● EXERCISE INSTRUCTIONS
Write out the entries exactly. None of the pictures should appear in the copy.

(Stored data entries)
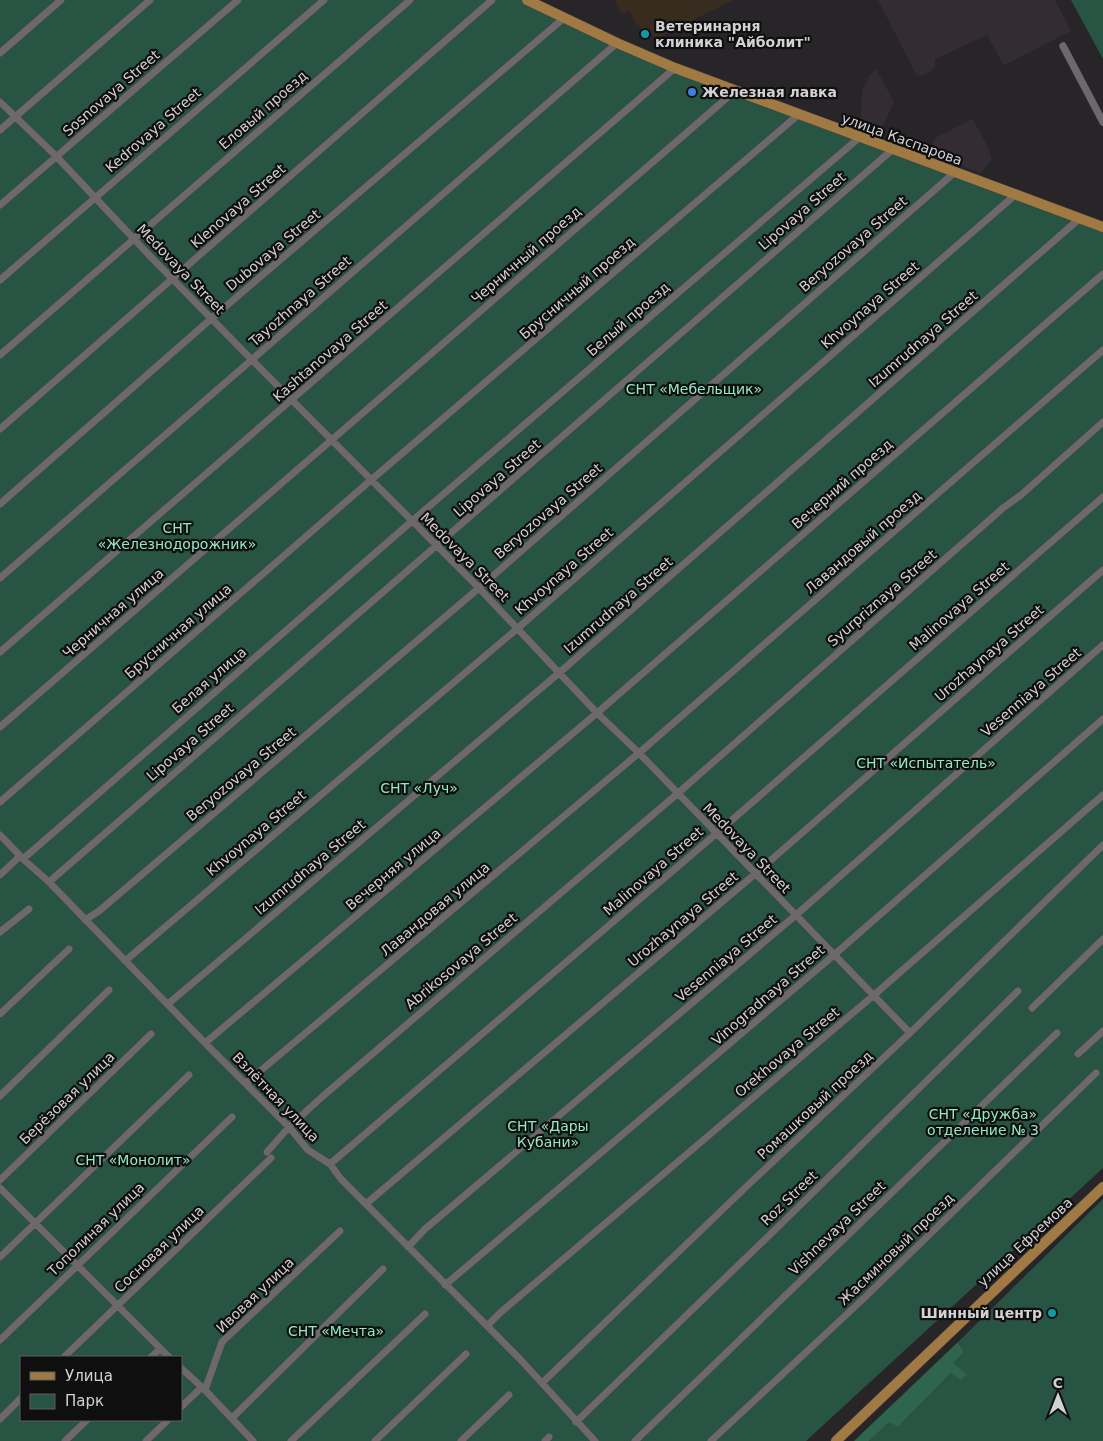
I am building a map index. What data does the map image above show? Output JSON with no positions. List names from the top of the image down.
{
  "streets": {
    "main road": ["улица Каспарова", "улица Ефремова"],
    "street": [
      "Sosnovaya Street",
      "Еловый проезд",
      "Kedrovaya Street",
      "Klenovaya Street",
      "Lipovaya Street",
      "Beryozovaya Street",
      "Dubovaya Street",
      "Черничный проезд",
      "Medovaya Street",
      "Брусничный проезд",
      "Tayozhnaya Street",
      "Khvoynaya Street",
      "Белый проезд",
      "Izumrudnaya Street",
      "Kashtanovaya Street",
      "Вечерний проезд",
      "Лавандовый проезд",
      "Syurpriznaya Street",
      "Malinovaya Street",
      "Черничная улица",
      "Брусничная улица",
      "Urozhaynaya Street",
      "Белая улица",
      "Vesenniaya Street",
      "Вечерняя улица",
      "Лавандовая улица",
      "Abrikosovaya Street",
      "Vinogradnaya Street",
      "Orekhovaya Street",
      "Взлётная улица",
      "Берёзовая улица",
      "Ромашковый проезд",
      "Roz Street",
      "Vishnevaya Street",
      "Тополиная улица",
      "Сосновая улица",
      "Жасминовый проезд",
      "Ивовая улица"
    ]
  },
  "crossings": [
    ["Sosnovaya Street", "Medovaya Street"],
    ["Еловый проезд", "Medovaya Street"],
    ["Kedrovaya Street", "Medovaya Street"],
    ["улица Каспарова", "Lipovaya Street"],
    ["улица Каспарова", "Beryozovaya Street"],
    ["улица Каспарова", "Dubovaya Street"],
    ["улица Каспарова", "Черничный проезд"],
    ["улица Каспарова", "Брусничный проезд"],
    ["улица Каспарова", "Tayozhnaya Street"],
    ["улица Каспарова", "Khvoynaya Street"],
    ["улица Каспарова", "Белый проезд"],
    ["улица Каспарова", "Izumrudnaya Street"],
    ["улица Каспарова", "Kashtanovaya Street"],
    ["Klenovaya Street", "Medovaya Street"],
    ["Lipovaya Street", "Medovaya Street"],
    ["Lipovaya Street", "Взлётная улица"],
    ["Beryozovaya Street", "Medovaya Street"],
    ["Beryozovaya Street", "Взлётная улица"],
    ["Dubovaya Street", "Medovaya Street"],
    ["Черничный проезд", "Medovaya Street"],
    ["Черничный проезд", "Черничная улица"],
    ["Medovaya Street", "Брусничный проезд"],
    ["Medovaya Street", "Tayozhnaya Street"],
    ["Medovaya Street", "Khvoynaya Street"],
    ["Medovaya Street", "Белый проезд"],
    ["Medovaya Street", "Izumrudnaya Street"],
    ["Medovaya Street", "Kashtanovaya Street"],
    ["Medovaya Street", "Вечерний проезд"],
    ["Medovaya Street", "Лавандовый проезд"],
    ["Medovaya Street", "Syurpriznaya Street"],
    ["Medovaya Street", "Malinovaya Street"],
    ["Medovaya Street", "Черничная улица"],
    ["Medovaya Street", "Брусничная улица"],
    ["Medovaya Street", "Urozhaynaya Street"],
    ["Medovaya Street", "Белая улица"],
    ["Medovaya Street", "Vesenniaya Street"],
    ["Medovaya Street", "Вечерняя улица"],
    ["Medovaya Street", "Лавандовая улица"],
    ["Medovaya Street", "Abrikosovaya Street"],
    ["Medovaya Street", "Vinogradnaya Street"],
    ["Medovaya Street", "Orekhovaya Street"],
    ["Medovaya Street", "Ромашковый проезд"],
    ["Брусничный проезд", "Брусничная улица"],
    ["Khvoynaya Street", "Взлётная улица"],
    ["Белый проезд", "Белая улица"],
    ["Izumrudnaya Street", "Взлётная улица"],
    ["Вечерний проезд", "Вечерняя улица"],
    ["Лавандовый проезд", "Лавандовая улица"],
    ["Syurpriznaya Street", "Abrikosovaya Street"],
    ["Malinovaya Street", "Взлётная улица"],
    ["Urozhaynaya Street", "Взлётная улица"],
    ["Белая улица", "Взлётная улица"],
    ["Vesenniaya Street", "Взлётная улица"],
    ["Вечерняя улица", "Взлётная улица"],
    ["Лавандовая улица", "Взлётная улица"],
    ["Abrikosovaya Street", "Взлётная улица"],
    ["Abrikosovaya Street", "Сосновая улица"],
    ["Vinogradnaya Street", "Взлётная улица"],
    ["Orekhovaya Street", "Взлётная улица"],
    ["Взлётная улица", "Ромашковый проезд"],
    ["Взлётная улица", "Roz Street"]
  ],
  "parks": [
    "СНТ «Мебельщик»",
    "СНТ «Железнодорожник»",
    "СНТ «Испытатель»",
    "СНТ «Луч»",
    "СНТ «Дружба» отделение № 3",
    "СНТ «Дары Кубани»",
    "СНТ «Монолит»",
    "СНТ «Мечта»"
  ],
  "places": ["Ветеринарня клиника \"Айболит\"", "Железная лавка", "Шинный центр"],
  "legend": ["Улица", "Парк"],
  "north": "top"
}
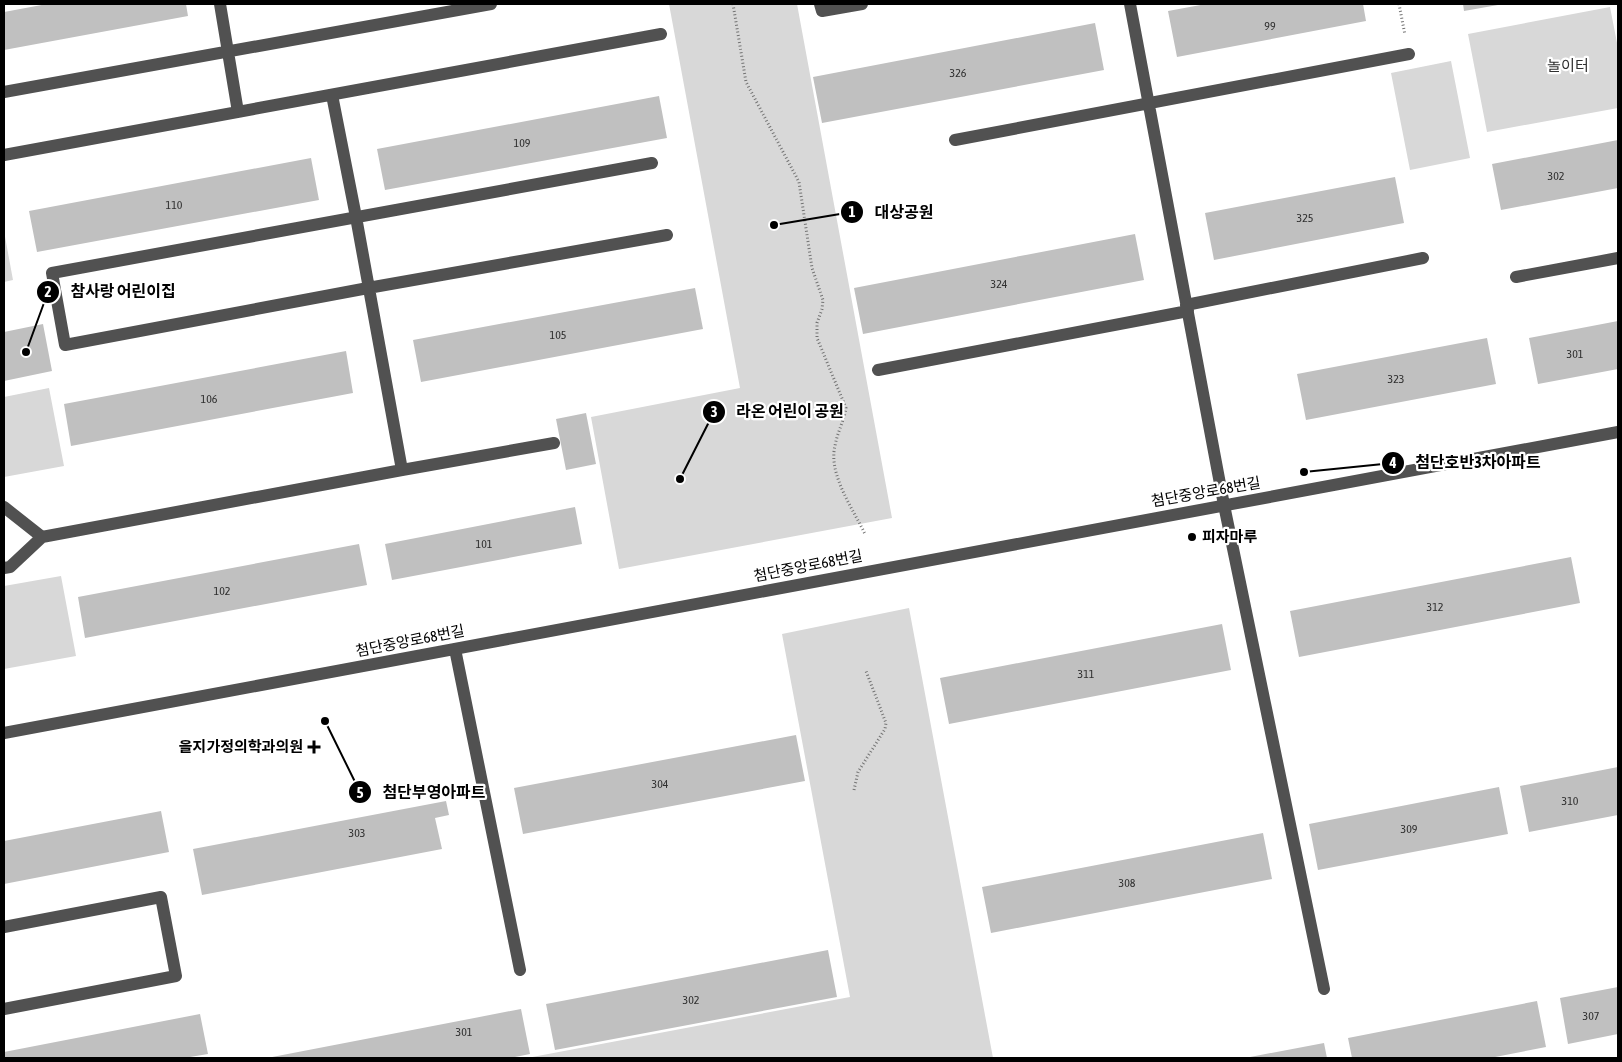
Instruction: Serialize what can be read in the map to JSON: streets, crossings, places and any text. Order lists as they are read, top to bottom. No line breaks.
{"streets":{"street":["첨단중앙로68번길"]},"parks":["놀이터"],"places":{"other":["대상공원","참사랑 어린이집","첨단호반3차아파트","라온 어린이 공원","피자마루","첨단부영아파트"],"health":["을지가정의학과의원"]},"house_numbers":["99","326","109","302","110","325","324","105","301","323","106","101","102","312","311","304","310","309","303","308","302","307","301"]}
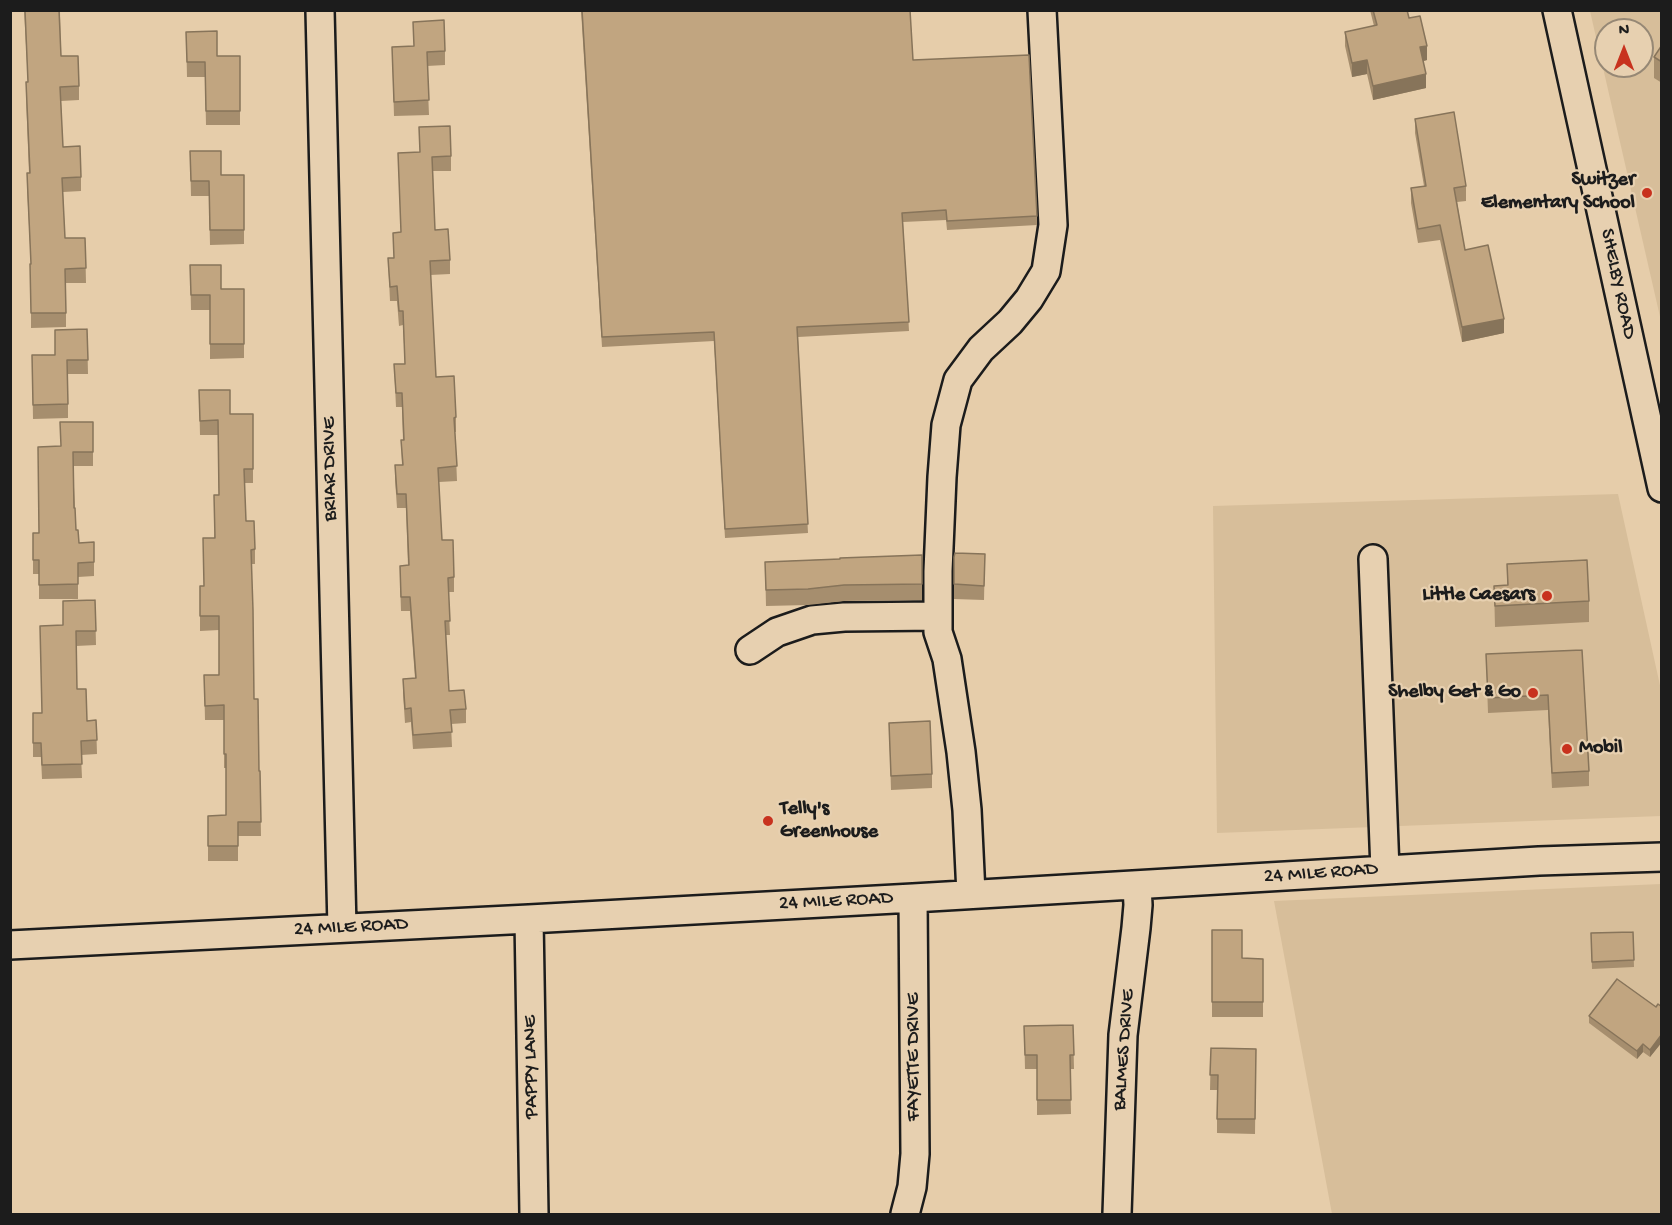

● TASK RESULT
I am building a map index. What data does the map image above show? Output JSON with no positions. List names from the top of the image down.
{
  "streets": {
    "main road": ["улица Каспарова", "улица Ефремова"],
    "street": [
      "Sosnovaya Street",
      "Еловый проезд",
      "Kedrovaya Street",
      "Klenovaya Street",
      "Lipovaya Street",
      "Beryozovaya Street",
      "Dubovaya Street",
      "Черничный проезд",
      "Medovaya Street",
      "Брусничный проезд",
      "Tayozhnaya Street",
      "Khvoynaya Street",
      "Белый проезд",
      "Izumrudnaya Street",
      "Kashtanovaya Street",
      "Вечерний проезд",
      "Лавандовый проезд",
      "Syurpriznaya Street",
      "Malinovaya Street",
      "Черничная улица",
      "Брусничная улица",
      "Urozhaynaya Street",
      "Белая улица",
      "Vesenniaya Street",
      "Вечерняя улица",
      "Лавандовая улица",
      "Abrikosovaya Street",
      "Vinogradnaya Street",
      "Orekhovaya Street",
      "Взлётная улица",
      "Берёзовая улица",
      "Ромашковый проезд",
      "Roz Street",
      "Vishnevaya Street",
      "Тополиная улица",
      "Сосновая улица",
      "Жасминовый проезд",
      "Ивовая улица"
    ]
  },
  "crossings": [
    ["Sosnovaya Street", "Medovaya Street"],
    ["Еловый проезд", "Medovaya Street"],
    ["Kedrovaya Street", "Medovaya Street"],
    ["улица Каспарова", "Lipovaya Street"],
    ["улица Каспарова", "Beryozovaya Street"],
    ["улица Каспарова", "Dubovaya Street"],
    ["улица Каспарова", "Черничный проезд"],
    ["улица Каспарова", "Брусничный проезд"],
    ["улица Каспарова", "Tayozhnaya Street"],
    ["улица Каспарова", "Khvoynaya Street"],
    ["улица Каспарова", "Белый проезд"],
    ["улица Каспарова", "Izumrudnaya Street"],
    ["улица Каспарова", "Kashtanovaya Street"],
    ["Klenovaya Street", "Medovaya Street"],
    ["Lipovaya Street", "Medovaya Street"],
    ["Lipovaya Street", "Взлётная улица"],
    ["Beryozovaya Street", "Medovaya Street"],
    ["Beryozovaya Street", "Взлётная улица"],
    ["Dubovaya Street", "Medovaya Street"],
    ["Черничный проезд", "Medovaya Street"],
    ["Черничный проезд", "Черничная улица"],
    ["Medovaya Street", "Брусничный проезд"],
    ["Medovaya Street", "Tayozhnaya Street"],
    ["Medovaya Street", "Khvoynaya Street"],
    ["Medovaya Street", "Белый проезд"],
    ["Medovaya Street", "Izumrudnaya Street"],
    ["Medovaya Street", "Kashtanovaya Street"],
    ["Medovaya Street", "Вечерний проезд"],
    ["Medovaya Street", "Лавандовый проезд"],
    ["Medovaya Street", "Syurpriznaya Street"],
    ["Medovaya Street", "Malinovaya Street"],
    ["Medovaya Street", "Черничная улица"],
    ["Medovaya Street", "Брусничная улица"],
    ["Medovaya Street", "Urozhaynaya Street"],
    ["Medovaya Street", "Белая улица"],
    ["Medovaya Street", "Vesenniaya Street"],
    ["Medovaya Street", "Вечерняя улица"],
    ["Medovaya Street", "Лавандовая улица"],
    ["Medovaya Street", "Abrikosovaya Street"],
    ["Medovaya Street", "Vinogradnaya Street"],
    ["Medovaya Street", "Orekhovaya Street"],
    ["Medovaya Street", "Ромашковый проезд"],
    ["Брусничный проезд", "Брусничная улица"],
    ["Khvoynaya Street", "Взлётная улица"],
    ["Белый проезд", "Белая улица"],
    ["Izumrudnaya Street", "Взлётная улица"],
    ["Вечерний проезд", "Вечерняя улица"],
    ["Лавандовый проезд", "Лавандовая улица"],
    ["Syurpriznaya Street", "Abrikosovaya Street"],
    ["Malinovaya Street", "Взлётная улица"],
    ["Urozhaynaya Street", "Взлётная улица"],
    ["Белая улица", "Взлётная улица"],
    ["Vesenniaya Street", "Взлётная улица"],
    ["Вечерняя улица", "Взлётная улица"],
    ["Лавандовая улица", "Взлётная улица"],
    ["Abrikosovaya Street", "Взлётная улица"],
    ["Abrikosovaya Street", "Сосновая улица"],
    ["Vinogradnaya Street", "Взлётная улица"],
    ["Orekhovaya Street", "Взлётная улица"],
    ["Взлётная улица", "Ромашковый проезд"],
    ["Взлётная улица", "Roz Street"]
  ],
  "parks": [
    "СНТ «Мебельщик»",
    "СНТ «Железнодорожник»",
    "СНТ «Испытатель»",
    "СНТ «Луч»",
    "СНТ «Дружба» отделение № 3",
    "СНТ «Дары Кубани»",
    "СНТ «Монолит»",
    "СНТ «Мечта»"
  ],
  "places": ["Ветеринарня клиника \"Айболит\"", "Железная лавка", "Шинный центр"],
  "legend": ["Улица", "Парк"],
  "north": "top"
}
Instruction: Serialize what can be read in the map to JSON: streets, crossings, places and any text. Order lists as they are read, top to bottom. No line breaks.
{"streets":{"street":["첨단중앙로68번길"]},"parks":["놀이터"],"places":{"other":["대상공원","참사랑 어린이집","첨단호반3차아파트","라온 어린이 공원","피자마루","첨단부영아파트"],"health":["을지가정의학과의원"]},"house_numbers":["99","326","109","302","110","325","324","105","301","323","106","101","102","312","311","304","310","309","303","308","302","307","301"]}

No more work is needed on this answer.